**About this task**: Your answer must be every line of the data that contains "strokeStyle".
Data shown below:
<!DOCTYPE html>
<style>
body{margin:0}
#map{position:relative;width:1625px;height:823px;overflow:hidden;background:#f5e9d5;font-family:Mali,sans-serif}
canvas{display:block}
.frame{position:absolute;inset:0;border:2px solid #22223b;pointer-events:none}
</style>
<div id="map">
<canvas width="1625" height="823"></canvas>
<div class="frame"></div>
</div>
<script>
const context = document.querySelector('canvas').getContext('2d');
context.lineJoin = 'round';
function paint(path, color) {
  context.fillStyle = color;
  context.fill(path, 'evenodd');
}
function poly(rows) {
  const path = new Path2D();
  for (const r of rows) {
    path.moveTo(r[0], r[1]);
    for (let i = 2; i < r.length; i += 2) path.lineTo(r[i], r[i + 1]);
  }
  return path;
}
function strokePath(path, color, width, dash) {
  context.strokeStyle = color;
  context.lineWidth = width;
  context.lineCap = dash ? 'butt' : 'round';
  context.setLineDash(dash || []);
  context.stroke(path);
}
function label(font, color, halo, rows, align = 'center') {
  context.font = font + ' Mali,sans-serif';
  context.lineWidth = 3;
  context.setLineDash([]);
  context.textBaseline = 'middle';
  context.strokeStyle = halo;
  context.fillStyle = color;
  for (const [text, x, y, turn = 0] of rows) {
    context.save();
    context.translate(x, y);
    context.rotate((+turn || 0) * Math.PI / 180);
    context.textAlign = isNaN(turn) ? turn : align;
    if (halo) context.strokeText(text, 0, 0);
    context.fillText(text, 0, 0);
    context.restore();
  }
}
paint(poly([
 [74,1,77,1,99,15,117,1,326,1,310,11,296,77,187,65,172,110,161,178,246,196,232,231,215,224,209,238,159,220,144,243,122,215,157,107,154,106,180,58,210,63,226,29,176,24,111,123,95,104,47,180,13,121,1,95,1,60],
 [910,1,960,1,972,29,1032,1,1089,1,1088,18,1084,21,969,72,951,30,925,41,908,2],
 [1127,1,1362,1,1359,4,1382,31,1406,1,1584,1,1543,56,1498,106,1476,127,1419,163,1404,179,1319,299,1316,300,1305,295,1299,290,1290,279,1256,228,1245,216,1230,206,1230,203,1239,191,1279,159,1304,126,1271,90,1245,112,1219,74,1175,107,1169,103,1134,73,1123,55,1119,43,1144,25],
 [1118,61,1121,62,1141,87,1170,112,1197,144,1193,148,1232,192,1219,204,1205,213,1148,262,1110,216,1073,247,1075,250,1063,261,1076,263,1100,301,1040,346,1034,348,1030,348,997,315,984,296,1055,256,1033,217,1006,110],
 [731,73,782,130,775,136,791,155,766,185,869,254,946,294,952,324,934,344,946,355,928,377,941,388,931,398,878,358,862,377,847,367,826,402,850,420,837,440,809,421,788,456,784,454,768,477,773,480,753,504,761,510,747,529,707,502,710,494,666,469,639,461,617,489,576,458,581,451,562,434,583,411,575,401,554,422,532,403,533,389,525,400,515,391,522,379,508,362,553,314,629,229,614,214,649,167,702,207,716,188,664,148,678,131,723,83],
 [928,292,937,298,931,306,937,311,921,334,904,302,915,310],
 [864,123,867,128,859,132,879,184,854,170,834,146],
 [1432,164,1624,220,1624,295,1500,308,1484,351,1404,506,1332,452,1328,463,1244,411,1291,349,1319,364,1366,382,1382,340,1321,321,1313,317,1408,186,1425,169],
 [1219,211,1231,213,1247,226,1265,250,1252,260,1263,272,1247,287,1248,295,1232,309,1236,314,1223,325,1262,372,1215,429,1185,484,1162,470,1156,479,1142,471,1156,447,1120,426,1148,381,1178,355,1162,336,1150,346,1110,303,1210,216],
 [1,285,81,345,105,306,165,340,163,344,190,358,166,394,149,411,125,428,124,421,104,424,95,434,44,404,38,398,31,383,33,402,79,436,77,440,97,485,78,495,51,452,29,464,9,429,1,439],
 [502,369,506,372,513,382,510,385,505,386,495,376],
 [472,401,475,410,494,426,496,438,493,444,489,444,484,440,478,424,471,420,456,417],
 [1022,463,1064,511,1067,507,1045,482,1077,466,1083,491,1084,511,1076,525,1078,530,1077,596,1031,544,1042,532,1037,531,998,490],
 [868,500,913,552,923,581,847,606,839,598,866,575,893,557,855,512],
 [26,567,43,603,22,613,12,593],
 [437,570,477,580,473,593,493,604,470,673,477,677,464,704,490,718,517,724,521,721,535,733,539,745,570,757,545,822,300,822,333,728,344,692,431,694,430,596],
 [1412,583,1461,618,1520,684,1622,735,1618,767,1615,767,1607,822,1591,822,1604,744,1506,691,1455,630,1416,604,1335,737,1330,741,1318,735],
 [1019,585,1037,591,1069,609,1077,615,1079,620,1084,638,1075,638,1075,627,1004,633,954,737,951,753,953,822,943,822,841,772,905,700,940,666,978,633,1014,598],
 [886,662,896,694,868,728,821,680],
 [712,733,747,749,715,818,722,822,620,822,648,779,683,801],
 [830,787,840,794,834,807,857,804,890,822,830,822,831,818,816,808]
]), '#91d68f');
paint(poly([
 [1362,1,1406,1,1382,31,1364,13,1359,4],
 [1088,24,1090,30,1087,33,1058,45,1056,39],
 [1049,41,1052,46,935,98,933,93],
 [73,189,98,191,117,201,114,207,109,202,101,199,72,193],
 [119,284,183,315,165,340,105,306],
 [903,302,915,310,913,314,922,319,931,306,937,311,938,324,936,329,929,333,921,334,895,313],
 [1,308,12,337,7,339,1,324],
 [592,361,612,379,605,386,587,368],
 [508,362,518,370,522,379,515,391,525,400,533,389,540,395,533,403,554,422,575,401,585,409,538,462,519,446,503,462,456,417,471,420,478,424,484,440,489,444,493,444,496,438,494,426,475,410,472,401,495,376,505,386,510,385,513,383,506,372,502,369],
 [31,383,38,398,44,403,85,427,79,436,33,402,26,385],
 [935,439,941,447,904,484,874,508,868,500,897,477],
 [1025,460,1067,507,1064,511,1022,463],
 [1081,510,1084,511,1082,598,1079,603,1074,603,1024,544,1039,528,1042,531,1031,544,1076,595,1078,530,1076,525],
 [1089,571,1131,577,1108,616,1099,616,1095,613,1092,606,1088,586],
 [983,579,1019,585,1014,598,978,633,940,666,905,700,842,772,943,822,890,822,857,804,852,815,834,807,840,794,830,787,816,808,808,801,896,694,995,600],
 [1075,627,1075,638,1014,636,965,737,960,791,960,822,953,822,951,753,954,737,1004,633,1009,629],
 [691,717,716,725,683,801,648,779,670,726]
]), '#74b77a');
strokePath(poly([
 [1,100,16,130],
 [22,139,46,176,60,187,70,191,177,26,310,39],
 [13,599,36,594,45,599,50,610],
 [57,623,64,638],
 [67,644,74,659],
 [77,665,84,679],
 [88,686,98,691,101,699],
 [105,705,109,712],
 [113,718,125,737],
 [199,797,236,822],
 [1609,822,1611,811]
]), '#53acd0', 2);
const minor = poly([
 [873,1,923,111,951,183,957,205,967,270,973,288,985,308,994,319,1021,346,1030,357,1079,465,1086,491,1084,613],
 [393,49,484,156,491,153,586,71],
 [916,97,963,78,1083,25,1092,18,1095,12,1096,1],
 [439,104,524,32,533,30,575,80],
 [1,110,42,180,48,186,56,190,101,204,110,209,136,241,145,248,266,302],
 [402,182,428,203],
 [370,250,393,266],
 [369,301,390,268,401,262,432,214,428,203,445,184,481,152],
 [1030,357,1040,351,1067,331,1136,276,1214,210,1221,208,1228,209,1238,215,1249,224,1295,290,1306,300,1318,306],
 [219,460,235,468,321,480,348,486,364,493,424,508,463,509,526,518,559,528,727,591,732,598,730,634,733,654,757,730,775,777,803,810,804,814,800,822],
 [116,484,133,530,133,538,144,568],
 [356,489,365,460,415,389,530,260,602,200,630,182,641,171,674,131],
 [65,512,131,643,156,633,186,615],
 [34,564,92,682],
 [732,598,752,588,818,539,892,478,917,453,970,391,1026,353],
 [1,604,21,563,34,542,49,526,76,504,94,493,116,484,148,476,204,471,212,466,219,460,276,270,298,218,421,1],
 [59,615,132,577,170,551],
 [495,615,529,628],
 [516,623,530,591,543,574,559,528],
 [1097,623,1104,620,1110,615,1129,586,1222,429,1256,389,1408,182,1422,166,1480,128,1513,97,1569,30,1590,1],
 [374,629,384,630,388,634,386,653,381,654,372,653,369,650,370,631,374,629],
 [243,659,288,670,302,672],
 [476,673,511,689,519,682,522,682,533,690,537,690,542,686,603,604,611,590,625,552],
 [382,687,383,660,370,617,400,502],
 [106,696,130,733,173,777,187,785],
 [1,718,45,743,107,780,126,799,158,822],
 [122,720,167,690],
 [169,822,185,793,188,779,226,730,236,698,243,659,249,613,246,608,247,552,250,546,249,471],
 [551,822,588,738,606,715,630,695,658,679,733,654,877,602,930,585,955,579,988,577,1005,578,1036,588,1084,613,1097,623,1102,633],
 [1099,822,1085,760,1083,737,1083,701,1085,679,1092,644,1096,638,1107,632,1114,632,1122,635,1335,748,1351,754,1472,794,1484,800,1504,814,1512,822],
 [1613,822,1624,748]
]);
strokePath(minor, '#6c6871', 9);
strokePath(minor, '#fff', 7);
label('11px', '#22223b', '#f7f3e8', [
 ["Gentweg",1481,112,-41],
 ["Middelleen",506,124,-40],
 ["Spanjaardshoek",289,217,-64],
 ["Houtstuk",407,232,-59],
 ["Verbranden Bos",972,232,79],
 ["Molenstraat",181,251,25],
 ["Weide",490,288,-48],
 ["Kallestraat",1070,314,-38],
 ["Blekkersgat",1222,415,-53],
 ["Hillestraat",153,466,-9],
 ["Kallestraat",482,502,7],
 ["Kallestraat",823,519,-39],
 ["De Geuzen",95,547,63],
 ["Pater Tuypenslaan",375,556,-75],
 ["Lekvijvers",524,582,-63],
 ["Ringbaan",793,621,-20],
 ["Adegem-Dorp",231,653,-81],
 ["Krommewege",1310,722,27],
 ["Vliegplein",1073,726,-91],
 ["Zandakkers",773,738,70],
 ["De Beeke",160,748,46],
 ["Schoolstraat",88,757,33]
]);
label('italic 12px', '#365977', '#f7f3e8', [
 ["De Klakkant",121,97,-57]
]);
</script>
End of Data shown.
**Response to the exercise**:
  context.strokeStyle = color;
  context.strokeStyle = halo;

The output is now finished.